Théâtre

« Je ne me souviens plus très bien » : au pays de Watkins, un monde inspiré mais trop de concepts

« Je ne me souviens plus très bien » : au pays de Watkins, un monde inspiré mais trop de concepts

22 septembre 2014 | PAR Geoffrey Nabavian

La « manière d’affronter le temps et la réalité » d’un personnage : tel est ce que nous expose Gérard Watkins dans sa nouvelle pièce. L’affrontement a lieu dans un univers décalé et stimulant. Fabien Orcier, à la fois massif et fragile, nous transporte. Mais cette fois, l’ensemble reste un peu trop formel…

[rating=3]

Je ne me souviens plus tres bienAntoine D (Philippe Morier-Genoud) est un historien. Qui connaît sur le bout des doigts tous les événements du XXème siècle. Mais qui a tout oublié de… sa propre vie. Trouvé en pyjama dans la rue, il a été interné.
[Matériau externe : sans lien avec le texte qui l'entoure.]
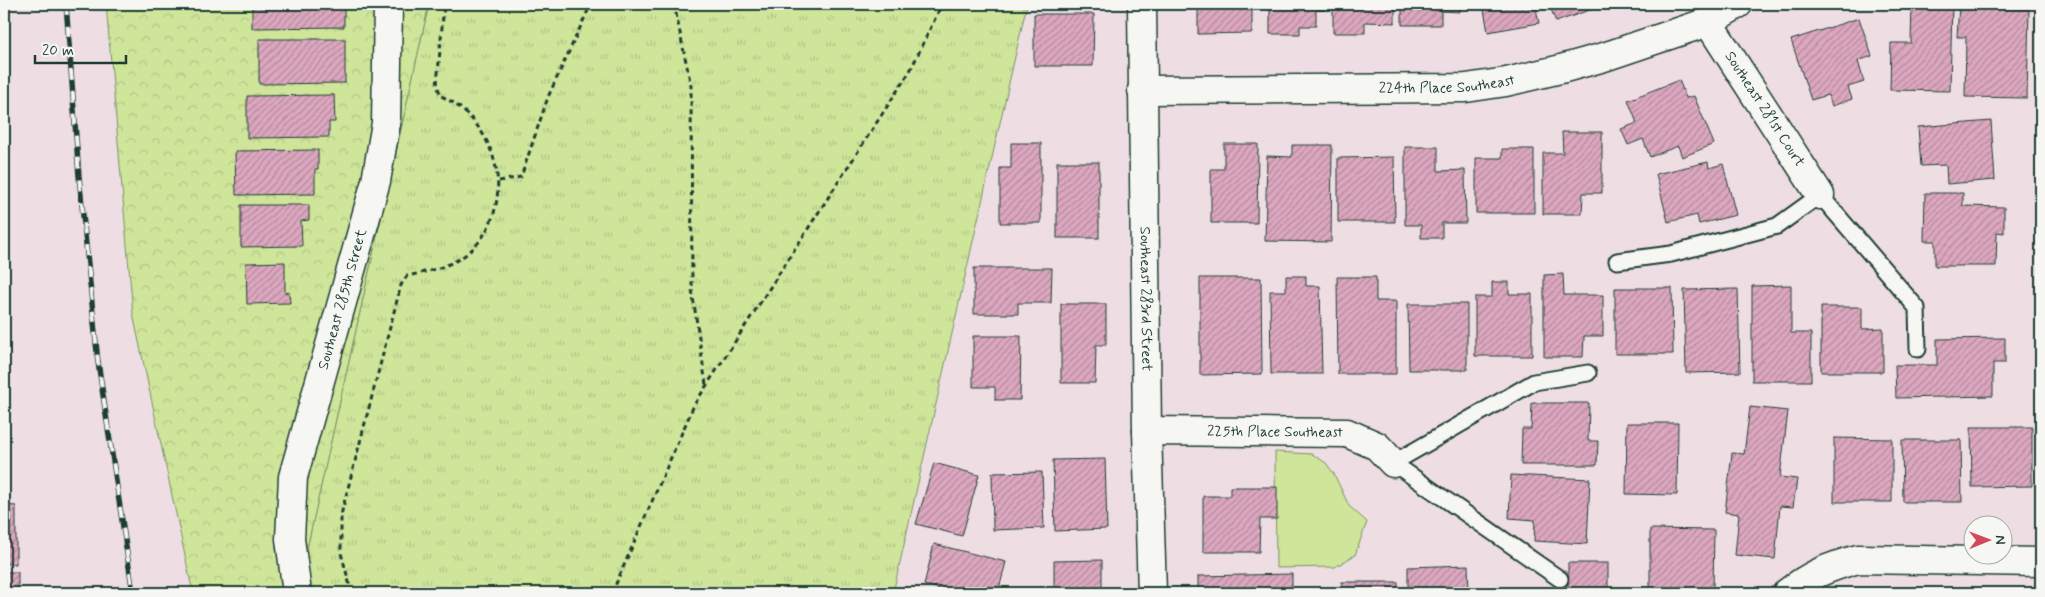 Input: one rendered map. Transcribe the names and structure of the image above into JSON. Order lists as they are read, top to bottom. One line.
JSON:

Une jeune aide-soignante bien d’aujourd’hui, et un docteur fatigué fan de Jerry Lewis et de Lino Ventura, le questionnent… Sa chambre va être le lieu d’exercices visant à le guérir. Montées de marches pour retrouver 100% de soi, reconstitution hollywoodienne d’une balade en forêt…

Le grand talent de Gérard Watkins est de faire naître un monde décalé et fantastique, à partir de situations réalistes qui touchent au mal de vivre. Dans sa plus belle réussite, Identité, le corps et la voix déliquescents d’Anne-Lise Heimburger, opposés au caractère bonhomme de Fabien Orcier, arrivaient à nous faire frissonner jusqu’au rire. Dans Lost (replay), le récit était traversé par un souffle qui rendait crédibles et émouvantes les confrontations entre hommes et dieux déchus. Et dans d’autres de ses textes, le langage, conceptuel, atteint à la poésie. Ici, le temps se manifeste au terme d’exercices, au cours desquels les comédiens endossent des rôles : Céline, la jeune aide-soignante, joue à guider le vieil Antoine sur un sentier de forêt, jusqu’à un « objet » qui l’obsède… qui pourrait être la clé de son passé… Un arbre, en fait. Qui se met à parler comme Didier, le docteur… Le seul moyen qu’a Antoine de réagir ? la parole. L’échange qui découle de la situation a de la force. D’autant plus que le talentueux Fabien Orcier laisse aller son corps et sa voix à la transformation. Comme, parfois, à la lassitude.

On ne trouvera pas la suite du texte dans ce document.